• [WHAT THE EXERCISE ASKS]:
Please find every line of the listing below where "União" occurs and copy it.

☆ ☆ ☆

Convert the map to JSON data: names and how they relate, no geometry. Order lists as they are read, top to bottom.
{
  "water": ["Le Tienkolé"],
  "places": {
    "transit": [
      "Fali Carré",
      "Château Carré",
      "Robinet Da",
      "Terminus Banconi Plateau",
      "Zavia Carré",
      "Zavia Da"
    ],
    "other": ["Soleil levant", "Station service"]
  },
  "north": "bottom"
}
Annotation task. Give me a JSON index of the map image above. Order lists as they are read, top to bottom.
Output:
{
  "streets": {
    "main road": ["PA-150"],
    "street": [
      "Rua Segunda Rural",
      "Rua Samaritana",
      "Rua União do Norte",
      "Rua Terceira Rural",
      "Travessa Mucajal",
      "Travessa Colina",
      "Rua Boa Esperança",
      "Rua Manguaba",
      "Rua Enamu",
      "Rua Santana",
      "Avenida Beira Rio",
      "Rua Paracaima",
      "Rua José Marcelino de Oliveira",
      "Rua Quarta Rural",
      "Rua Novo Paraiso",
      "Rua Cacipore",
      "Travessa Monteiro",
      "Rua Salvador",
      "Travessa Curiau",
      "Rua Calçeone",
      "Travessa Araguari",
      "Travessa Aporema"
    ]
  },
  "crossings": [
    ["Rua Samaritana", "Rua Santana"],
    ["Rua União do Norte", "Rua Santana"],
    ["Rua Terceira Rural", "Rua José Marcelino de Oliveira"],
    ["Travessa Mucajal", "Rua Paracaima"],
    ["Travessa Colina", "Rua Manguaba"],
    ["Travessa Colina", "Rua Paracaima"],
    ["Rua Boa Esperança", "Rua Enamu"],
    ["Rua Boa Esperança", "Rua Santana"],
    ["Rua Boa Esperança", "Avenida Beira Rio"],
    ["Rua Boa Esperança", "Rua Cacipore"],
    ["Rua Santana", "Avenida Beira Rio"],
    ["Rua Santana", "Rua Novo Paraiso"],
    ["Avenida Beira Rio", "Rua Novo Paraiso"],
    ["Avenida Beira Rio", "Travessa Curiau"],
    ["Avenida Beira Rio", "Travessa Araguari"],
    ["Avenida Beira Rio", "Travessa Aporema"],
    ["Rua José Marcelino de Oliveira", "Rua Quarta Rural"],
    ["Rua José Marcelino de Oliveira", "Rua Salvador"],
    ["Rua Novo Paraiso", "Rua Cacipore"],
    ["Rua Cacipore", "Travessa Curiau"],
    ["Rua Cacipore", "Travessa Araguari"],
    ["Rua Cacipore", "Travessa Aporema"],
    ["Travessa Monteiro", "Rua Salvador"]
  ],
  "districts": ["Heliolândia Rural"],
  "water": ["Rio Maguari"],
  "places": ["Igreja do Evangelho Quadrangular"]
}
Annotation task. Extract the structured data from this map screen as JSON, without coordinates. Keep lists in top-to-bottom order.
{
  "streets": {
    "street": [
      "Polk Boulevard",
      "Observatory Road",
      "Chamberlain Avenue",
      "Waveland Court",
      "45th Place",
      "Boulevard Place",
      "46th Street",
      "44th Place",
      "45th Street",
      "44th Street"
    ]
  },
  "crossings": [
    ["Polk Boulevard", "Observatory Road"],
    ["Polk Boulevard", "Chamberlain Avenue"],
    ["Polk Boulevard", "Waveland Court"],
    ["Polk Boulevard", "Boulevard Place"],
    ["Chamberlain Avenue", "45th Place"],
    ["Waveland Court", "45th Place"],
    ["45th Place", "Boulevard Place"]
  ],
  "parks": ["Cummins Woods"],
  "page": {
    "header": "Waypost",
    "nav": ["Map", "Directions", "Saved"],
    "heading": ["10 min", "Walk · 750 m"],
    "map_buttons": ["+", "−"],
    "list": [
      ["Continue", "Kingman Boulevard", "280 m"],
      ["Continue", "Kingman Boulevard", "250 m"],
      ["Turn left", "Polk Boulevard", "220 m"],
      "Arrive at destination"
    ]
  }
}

☆ ☆ ☆

• [REPLY]:
      "Rua União do Norte",
    ["Rua União do Norte", "Rua Santana"],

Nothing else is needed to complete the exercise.